Wie hat sich jetzt für Euch der Arbeitsalltag geändert? Was ist beim Startup-Life anders als in der Agentur?
Daniel: Es ist natürlich schon ein Unterschied, ob man sein eigenes Produkt baut oder ob man Produkte für andere entwickelt.
Früher war es ja so, dass wir den Kunden Ideen vorgeschlagen haben, was davon am Ende umgesetzt wurde, entschieden die Kunden.
Jetzt arbeitet das ganze Team gemeinschaftlich an einem Produkt und entscheidet natürlich auch, was umgesetzt wird.
Früher hatten wir vor allem Designer und Entwickler im Team, jetzt ist es so, dass wir auch schon einige Leute für Vertrieb und Marketing dabei haben.
Dann kommen in Zukunft auch mehr Leute aus dem Ausland dazu.
Da hat man dann schon ganz unterschiedliche Charaktere im Team, was sehr spannend ist.
Was steht aktuell an für img.ly und was sind Eure nächsten Pläne?
Daniel: Wir sind zum einen dabei, unser Team aufzustocken und arbeiten zum anderen natürlich weiter daran, das Produkt noch besser zu machen.
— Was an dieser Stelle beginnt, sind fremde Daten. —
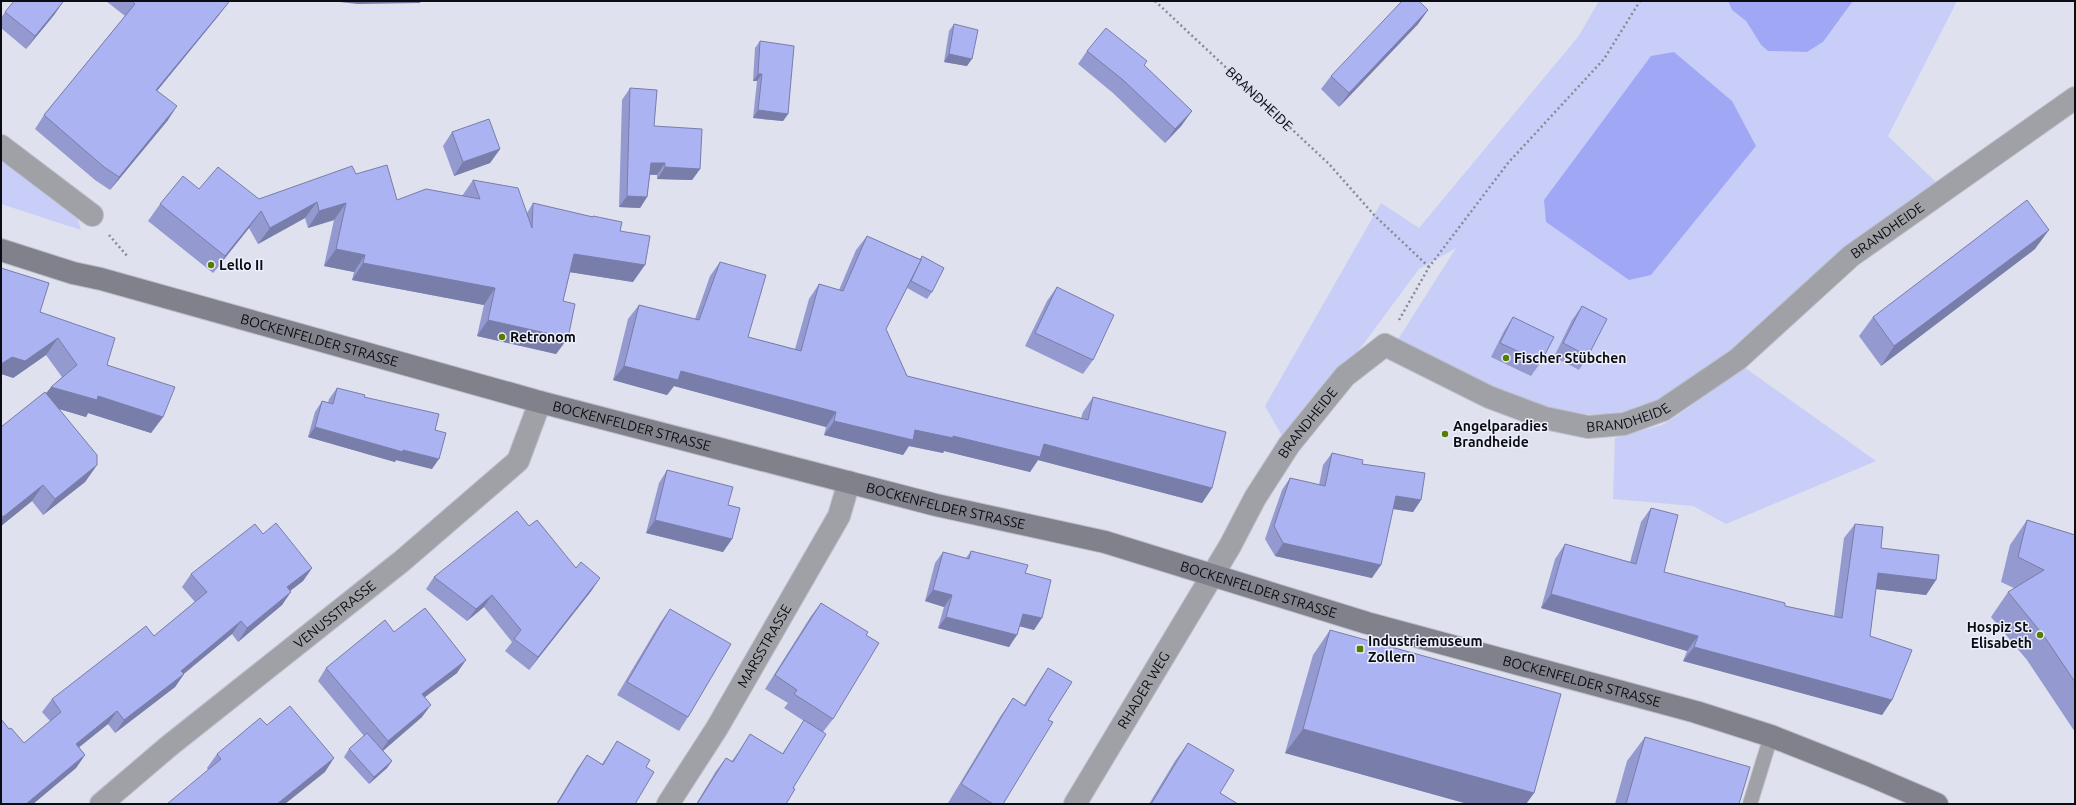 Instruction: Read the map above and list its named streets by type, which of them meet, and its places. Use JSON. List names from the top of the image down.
{
  "streets": {
    "main road": ["BOCKENFELDER STRASSE"],
    "street": [
      "BRANDHEIDE",
      "VENUSSTRASSE",
      "MARSSTRASSE",
      "RHADER WEG"
    ]
  },
  "crossings": [
    ["BRANDHEIDE", "BOCKENFELDER STRASSE"],
    ["BRANDHEIDE", "RHADER WEG"],
    ["BOCKENFELDER STRASSE", "VENUSSTRASSE"],
    ["BOCKENFELDER STRASSE", "MARSSTRASSE"],
    ["BOCKENFELDER STRASSE", "RHADER WEG"]
  ],
  "places": {
    "other": [
      "Lello II",
      "Retronom",
      "Fischer Stübchen",
      "Angelparadies Brandheide",
      "Hospiz St. Elisabeth"
    ],
    "transit": ["Industriemuseum Zollern"]
  }
}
Wir beschäftigen uns aber auch ganz klassisch mit Business Development, arbeiten ein paar Ideen aus, evaluieren, wo die Potenziale für die Firma liegen und bauen auch neue Produkte.
Wir haben uns beispielsweise viel mit Deep Learning und Automatisierung beschäftigt und dazu letztes Jahr mit Portrait by img.ly eine App herausgebracht, die mit dem SDK nur sekundär etwas zu tun hat.
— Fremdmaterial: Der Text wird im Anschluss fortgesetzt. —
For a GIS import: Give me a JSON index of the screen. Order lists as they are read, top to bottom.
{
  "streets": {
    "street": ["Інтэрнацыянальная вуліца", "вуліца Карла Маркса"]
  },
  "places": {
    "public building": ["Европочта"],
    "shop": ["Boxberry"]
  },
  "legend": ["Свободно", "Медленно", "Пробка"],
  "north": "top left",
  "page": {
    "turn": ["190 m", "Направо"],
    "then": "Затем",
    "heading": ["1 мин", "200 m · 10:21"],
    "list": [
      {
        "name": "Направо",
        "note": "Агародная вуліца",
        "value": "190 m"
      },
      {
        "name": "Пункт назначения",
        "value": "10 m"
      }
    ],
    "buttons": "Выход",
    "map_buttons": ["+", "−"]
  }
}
Wir wollten damit vor allem testen, wie solche Sachen ankommen. Portrait wurde inzwischen auf mehreren Kontinenten von Apple als App des Tages gefeatured.
Aktuell entwickeln und testen wir auch noch ein paar andere Ideen.
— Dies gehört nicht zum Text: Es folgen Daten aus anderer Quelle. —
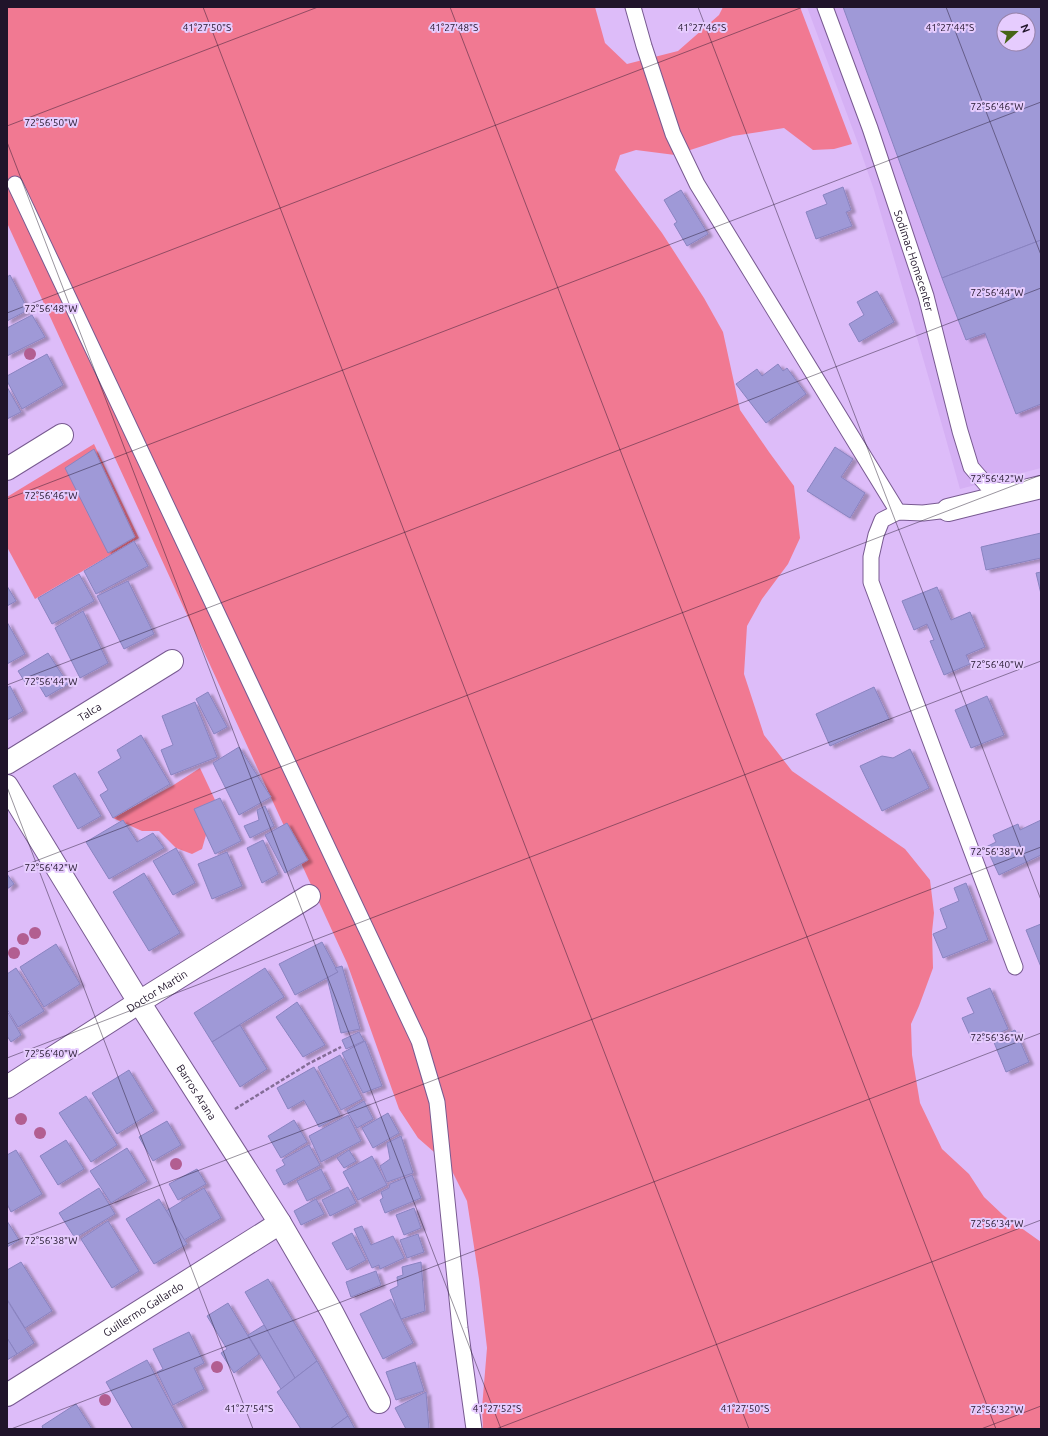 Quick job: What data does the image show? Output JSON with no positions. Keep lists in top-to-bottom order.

Eure Kunden sind hauptsächlich international, Ihr seid mit Eurem Unternehmen aber in Bochum geblieben. Wäre es nicht besser, in den USA zu sitzen?
Daniel: Auch wenn wir extrem viele Kunden aus den USA haben, sehe ich keinen Nachteil darin, in Bochum zu bleiben.
Der Kundenkontakt konzentriert sich sehr stark auf E-Mail.
Natürlich sind unsere Kunden oft überrascht, weil sie denken, wir sitzen in Berlin. Aber im Endeffekt ist es nicht wichtig.
Vielleicht ist es sogar besser hier zu sein, weil man beispielsweise für angemessene Preise noch Büroräume in guter Lage bekommt.